When the word "hidden" shows up in a line of the data below, copy that whole line.

-- Opening Marker --

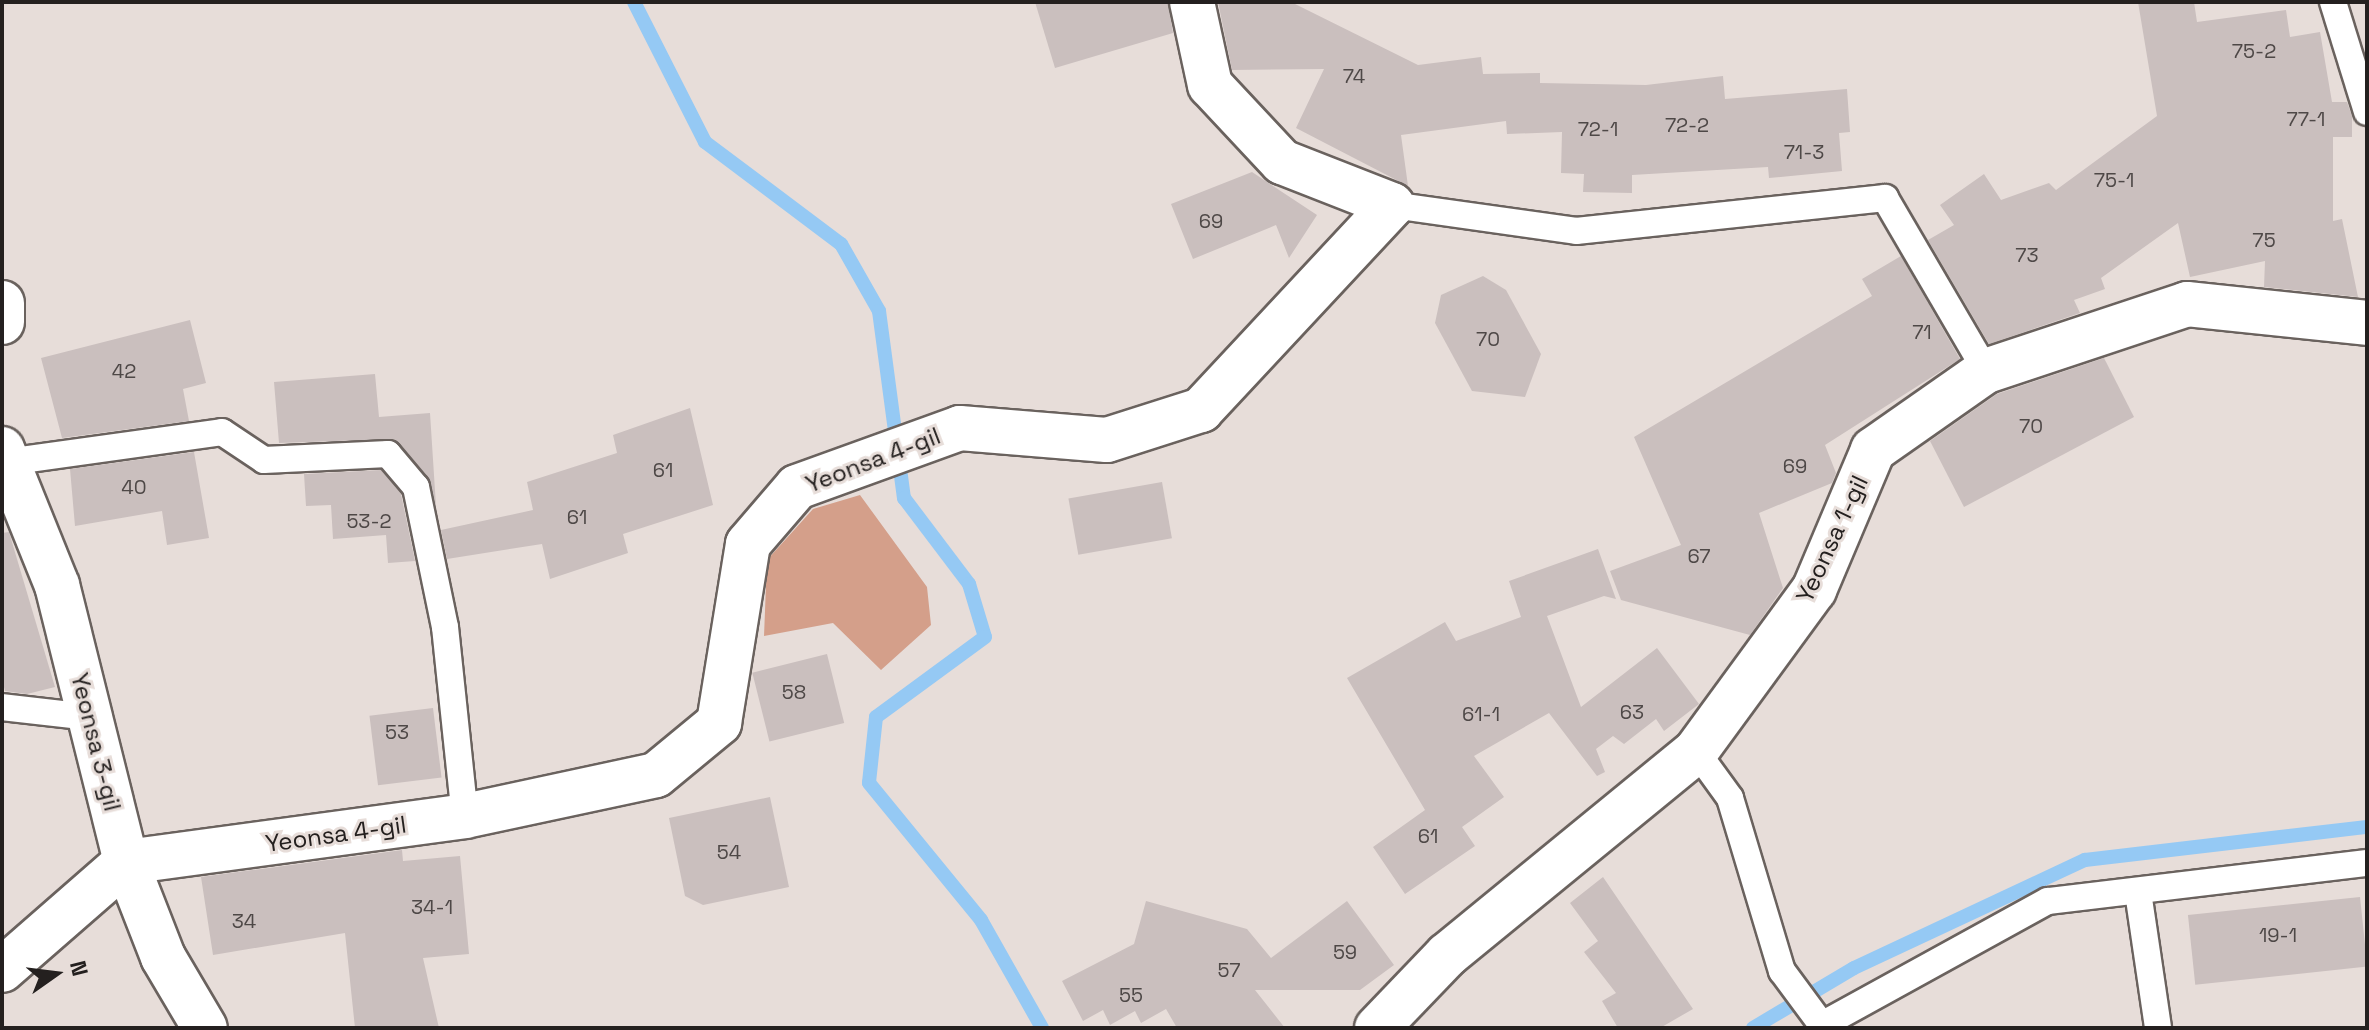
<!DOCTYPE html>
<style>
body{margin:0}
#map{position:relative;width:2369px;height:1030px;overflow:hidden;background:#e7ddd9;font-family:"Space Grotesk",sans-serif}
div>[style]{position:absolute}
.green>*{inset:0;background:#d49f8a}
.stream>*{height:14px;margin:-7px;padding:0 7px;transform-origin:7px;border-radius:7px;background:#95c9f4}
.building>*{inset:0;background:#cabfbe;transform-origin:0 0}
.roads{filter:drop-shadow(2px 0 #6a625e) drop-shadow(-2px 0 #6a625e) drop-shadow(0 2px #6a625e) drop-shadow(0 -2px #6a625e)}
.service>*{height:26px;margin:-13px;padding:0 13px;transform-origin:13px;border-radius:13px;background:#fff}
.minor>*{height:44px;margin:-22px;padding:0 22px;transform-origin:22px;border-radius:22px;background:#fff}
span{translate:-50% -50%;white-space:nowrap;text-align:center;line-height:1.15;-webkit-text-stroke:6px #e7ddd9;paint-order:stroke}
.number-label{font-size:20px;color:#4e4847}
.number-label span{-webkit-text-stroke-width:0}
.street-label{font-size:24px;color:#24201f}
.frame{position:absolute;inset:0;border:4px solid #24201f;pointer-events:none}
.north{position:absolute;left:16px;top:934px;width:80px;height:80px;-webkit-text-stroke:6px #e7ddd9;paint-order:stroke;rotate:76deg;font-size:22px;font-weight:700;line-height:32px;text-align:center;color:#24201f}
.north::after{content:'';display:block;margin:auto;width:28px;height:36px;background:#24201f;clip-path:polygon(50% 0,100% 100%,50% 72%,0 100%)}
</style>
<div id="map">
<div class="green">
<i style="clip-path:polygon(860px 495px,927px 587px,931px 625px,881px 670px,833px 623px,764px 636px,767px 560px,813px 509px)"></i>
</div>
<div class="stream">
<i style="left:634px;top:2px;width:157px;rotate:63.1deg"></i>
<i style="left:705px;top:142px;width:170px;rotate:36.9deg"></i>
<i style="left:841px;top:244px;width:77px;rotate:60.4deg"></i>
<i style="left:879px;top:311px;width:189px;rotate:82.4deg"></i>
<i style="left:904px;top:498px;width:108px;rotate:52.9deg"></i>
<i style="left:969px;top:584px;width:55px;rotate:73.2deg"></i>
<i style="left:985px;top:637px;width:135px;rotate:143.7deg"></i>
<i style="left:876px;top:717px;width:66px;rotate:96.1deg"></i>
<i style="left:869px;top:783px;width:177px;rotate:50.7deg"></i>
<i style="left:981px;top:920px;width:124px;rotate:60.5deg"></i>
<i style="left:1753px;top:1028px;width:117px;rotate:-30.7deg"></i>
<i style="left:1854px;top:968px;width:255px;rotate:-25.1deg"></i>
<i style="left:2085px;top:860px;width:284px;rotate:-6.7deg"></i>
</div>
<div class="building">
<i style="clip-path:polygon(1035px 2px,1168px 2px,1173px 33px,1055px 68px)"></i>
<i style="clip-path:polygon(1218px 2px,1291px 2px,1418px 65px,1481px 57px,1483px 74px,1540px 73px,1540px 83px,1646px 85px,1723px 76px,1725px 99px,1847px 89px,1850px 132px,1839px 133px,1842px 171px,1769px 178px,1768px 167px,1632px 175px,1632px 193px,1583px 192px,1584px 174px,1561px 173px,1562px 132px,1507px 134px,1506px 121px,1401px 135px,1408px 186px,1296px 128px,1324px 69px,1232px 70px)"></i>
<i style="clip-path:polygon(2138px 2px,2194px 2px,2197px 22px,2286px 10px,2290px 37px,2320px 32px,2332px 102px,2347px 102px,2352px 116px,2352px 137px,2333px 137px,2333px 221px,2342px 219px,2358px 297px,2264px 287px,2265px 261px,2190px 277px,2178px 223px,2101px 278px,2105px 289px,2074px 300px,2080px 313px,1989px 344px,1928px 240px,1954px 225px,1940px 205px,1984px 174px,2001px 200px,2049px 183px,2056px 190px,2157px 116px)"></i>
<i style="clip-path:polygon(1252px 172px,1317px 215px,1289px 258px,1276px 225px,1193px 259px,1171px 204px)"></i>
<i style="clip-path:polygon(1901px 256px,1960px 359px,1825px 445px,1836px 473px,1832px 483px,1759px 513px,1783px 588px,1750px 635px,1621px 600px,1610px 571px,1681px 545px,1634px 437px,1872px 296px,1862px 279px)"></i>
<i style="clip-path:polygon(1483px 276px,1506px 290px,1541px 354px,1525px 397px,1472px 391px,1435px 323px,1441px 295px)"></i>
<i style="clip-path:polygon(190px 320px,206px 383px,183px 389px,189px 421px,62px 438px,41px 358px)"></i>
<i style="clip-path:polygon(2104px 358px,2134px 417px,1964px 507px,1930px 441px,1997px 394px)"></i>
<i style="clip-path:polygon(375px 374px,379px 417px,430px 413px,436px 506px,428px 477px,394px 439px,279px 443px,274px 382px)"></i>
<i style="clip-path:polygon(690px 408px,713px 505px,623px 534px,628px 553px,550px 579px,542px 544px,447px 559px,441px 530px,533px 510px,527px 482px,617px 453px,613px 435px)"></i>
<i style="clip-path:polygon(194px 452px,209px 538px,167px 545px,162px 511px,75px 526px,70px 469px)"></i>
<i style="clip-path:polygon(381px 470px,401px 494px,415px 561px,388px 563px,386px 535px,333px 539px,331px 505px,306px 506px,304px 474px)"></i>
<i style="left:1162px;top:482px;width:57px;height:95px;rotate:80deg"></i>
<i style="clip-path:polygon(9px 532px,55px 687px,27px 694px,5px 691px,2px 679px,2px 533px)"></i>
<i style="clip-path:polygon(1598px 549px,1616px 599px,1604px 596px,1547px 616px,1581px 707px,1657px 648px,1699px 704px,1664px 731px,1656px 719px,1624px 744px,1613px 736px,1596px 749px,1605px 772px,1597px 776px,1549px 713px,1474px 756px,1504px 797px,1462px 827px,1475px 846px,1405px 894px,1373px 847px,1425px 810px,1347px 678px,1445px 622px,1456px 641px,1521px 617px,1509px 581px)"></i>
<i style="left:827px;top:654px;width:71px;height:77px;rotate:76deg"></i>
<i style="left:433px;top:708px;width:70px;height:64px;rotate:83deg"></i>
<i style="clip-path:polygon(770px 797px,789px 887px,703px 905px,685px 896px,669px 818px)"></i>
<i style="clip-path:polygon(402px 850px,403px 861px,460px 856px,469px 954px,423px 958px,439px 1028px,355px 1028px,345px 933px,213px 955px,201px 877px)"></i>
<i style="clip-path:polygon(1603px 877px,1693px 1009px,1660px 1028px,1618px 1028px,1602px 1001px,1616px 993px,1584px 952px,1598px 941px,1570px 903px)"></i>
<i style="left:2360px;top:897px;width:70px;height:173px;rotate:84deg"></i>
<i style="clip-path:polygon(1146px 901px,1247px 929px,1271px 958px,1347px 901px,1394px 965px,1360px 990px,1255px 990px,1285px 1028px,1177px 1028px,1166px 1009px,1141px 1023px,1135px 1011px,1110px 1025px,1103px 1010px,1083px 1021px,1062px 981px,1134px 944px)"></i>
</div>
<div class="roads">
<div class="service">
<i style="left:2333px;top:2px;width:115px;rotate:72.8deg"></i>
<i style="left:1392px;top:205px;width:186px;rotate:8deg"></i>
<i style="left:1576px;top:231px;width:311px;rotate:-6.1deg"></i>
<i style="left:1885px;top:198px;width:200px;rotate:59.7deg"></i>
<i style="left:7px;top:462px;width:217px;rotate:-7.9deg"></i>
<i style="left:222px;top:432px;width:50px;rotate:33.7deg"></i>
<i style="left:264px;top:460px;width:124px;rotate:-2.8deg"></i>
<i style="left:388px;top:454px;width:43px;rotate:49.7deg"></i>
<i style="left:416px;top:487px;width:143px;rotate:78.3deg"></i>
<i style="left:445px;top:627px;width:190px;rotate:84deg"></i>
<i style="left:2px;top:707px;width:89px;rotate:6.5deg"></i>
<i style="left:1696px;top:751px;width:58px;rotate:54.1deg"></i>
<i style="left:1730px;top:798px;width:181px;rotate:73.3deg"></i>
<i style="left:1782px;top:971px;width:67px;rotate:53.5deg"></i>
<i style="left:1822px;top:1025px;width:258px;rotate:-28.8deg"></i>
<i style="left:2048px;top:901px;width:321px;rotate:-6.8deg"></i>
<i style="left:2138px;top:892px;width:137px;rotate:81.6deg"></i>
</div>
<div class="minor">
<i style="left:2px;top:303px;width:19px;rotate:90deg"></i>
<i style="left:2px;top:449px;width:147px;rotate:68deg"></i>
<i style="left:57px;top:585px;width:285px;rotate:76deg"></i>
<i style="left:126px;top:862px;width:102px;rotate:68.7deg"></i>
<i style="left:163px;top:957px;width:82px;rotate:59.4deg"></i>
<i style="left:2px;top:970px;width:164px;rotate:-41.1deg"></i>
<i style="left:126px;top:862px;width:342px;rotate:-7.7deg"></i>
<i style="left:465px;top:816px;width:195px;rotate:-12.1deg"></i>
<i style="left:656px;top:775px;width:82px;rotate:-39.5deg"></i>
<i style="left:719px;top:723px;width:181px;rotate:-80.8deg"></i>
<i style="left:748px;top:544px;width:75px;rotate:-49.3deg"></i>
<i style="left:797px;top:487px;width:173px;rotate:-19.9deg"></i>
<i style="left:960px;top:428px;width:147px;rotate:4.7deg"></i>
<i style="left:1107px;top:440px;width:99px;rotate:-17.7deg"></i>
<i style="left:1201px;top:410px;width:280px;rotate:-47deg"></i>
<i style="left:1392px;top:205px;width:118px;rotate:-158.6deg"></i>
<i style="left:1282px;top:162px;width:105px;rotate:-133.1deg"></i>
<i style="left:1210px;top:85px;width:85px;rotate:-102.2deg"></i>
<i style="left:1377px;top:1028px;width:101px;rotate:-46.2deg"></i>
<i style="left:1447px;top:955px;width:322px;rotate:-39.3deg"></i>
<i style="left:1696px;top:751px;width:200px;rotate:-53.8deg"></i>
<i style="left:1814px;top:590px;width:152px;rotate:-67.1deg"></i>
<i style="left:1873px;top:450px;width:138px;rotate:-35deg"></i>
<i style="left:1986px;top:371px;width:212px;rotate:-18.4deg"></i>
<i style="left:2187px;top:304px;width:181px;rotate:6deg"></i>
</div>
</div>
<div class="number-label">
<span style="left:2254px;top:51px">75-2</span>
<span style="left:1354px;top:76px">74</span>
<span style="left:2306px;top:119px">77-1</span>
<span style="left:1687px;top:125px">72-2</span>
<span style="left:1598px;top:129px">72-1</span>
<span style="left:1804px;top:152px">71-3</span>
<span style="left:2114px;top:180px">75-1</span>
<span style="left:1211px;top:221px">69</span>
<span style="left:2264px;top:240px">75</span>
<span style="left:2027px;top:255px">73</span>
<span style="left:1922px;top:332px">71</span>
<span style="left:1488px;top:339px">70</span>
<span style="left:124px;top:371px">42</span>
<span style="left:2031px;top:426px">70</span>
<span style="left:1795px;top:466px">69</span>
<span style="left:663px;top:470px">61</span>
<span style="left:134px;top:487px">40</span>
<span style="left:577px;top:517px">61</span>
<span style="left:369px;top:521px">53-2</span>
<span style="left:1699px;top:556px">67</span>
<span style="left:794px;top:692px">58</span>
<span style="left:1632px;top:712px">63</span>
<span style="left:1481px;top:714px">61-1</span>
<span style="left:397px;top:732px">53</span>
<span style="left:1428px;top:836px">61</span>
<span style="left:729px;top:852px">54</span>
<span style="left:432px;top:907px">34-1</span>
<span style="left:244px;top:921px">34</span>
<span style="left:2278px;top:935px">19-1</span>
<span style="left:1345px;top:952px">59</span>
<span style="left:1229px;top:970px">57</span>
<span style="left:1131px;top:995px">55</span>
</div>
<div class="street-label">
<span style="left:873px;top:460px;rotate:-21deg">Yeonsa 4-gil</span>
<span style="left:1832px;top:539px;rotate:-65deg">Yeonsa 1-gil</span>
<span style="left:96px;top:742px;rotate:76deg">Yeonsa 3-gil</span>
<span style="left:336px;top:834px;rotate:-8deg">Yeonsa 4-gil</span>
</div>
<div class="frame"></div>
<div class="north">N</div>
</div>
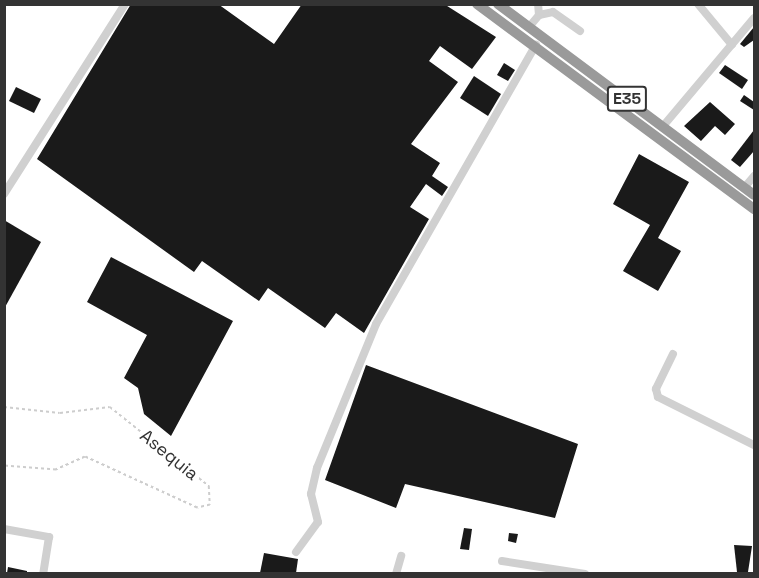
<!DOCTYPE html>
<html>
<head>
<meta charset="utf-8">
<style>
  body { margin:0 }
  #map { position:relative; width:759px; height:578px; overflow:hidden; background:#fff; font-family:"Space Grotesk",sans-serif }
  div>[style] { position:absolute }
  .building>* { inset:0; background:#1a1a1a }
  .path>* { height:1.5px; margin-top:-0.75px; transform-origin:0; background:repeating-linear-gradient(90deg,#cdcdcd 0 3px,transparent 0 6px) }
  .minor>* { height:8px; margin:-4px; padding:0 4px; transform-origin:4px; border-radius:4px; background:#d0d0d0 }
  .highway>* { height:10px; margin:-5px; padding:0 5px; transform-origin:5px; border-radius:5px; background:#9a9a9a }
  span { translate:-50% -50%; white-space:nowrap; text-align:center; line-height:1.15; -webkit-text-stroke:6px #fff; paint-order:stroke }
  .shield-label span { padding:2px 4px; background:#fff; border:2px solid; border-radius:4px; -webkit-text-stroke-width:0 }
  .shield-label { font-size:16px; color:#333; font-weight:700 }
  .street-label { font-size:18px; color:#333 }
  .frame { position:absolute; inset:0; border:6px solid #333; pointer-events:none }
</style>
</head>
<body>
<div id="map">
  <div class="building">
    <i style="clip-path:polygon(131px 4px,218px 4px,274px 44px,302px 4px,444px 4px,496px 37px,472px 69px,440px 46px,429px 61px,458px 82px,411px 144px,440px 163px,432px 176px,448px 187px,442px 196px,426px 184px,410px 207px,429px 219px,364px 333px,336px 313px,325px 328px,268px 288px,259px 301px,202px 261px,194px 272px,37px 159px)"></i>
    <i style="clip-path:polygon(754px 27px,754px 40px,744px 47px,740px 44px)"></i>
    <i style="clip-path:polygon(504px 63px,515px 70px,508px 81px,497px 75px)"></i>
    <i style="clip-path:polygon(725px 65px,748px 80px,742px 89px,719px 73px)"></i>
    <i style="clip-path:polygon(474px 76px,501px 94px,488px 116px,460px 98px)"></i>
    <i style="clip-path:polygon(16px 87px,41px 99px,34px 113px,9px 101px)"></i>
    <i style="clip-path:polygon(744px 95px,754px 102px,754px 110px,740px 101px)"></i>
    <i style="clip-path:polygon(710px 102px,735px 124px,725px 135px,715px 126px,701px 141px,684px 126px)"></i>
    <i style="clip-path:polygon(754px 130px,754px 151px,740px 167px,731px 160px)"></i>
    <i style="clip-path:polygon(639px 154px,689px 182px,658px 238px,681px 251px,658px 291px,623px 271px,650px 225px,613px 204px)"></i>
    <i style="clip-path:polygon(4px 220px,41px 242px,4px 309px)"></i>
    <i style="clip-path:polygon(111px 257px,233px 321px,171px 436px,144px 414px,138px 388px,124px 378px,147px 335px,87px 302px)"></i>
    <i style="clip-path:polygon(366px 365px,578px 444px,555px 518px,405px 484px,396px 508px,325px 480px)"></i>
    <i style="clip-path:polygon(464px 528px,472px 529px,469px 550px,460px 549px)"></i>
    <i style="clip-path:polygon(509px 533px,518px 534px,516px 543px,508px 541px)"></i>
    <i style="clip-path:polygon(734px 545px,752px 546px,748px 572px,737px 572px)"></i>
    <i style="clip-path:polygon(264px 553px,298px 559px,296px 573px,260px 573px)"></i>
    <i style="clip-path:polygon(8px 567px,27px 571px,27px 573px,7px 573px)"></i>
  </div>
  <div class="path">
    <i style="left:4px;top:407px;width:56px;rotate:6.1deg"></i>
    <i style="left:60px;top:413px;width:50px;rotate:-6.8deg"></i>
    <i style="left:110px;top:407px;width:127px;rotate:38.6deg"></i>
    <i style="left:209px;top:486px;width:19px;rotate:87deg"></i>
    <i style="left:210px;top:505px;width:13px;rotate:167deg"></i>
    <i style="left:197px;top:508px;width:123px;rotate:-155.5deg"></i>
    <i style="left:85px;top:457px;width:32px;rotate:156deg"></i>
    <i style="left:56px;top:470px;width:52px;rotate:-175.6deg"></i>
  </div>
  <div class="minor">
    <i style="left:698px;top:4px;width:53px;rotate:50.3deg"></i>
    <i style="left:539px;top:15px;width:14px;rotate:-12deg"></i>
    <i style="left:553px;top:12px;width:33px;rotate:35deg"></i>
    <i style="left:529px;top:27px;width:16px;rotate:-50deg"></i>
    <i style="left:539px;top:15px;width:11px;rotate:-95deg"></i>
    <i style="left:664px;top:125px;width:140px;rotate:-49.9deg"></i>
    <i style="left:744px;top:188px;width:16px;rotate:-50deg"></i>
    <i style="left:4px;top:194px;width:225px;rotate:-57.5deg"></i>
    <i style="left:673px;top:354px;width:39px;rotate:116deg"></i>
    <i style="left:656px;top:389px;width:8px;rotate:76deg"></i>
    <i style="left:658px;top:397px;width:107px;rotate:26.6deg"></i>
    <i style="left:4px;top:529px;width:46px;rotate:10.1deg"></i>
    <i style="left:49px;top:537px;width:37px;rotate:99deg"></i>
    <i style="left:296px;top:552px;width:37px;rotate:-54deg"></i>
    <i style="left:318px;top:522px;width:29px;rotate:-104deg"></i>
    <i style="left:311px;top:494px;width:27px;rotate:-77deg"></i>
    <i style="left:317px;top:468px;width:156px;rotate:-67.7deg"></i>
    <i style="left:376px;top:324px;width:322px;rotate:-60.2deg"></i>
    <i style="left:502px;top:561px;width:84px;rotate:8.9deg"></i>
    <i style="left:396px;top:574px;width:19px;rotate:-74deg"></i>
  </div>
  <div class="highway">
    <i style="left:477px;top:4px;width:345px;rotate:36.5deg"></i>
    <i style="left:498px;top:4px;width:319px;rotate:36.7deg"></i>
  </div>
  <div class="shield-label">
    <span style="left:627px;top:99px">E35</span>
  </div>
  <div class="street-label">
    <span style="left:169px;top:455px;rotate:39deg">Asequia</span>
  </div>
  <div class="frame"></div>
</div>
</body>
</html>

-- Closing Marker --

# [Answer to this task]
#map{position:relative;width:2369px;height:1030px;overflow:hidden;background:#e7ddd9;font-family:"Space Grotesk",sans-serif}
  #map { position:relative; width:759px; height:578px; overflow:hidden; background:#fff; font-family:"Space Grotesk",sans-serif }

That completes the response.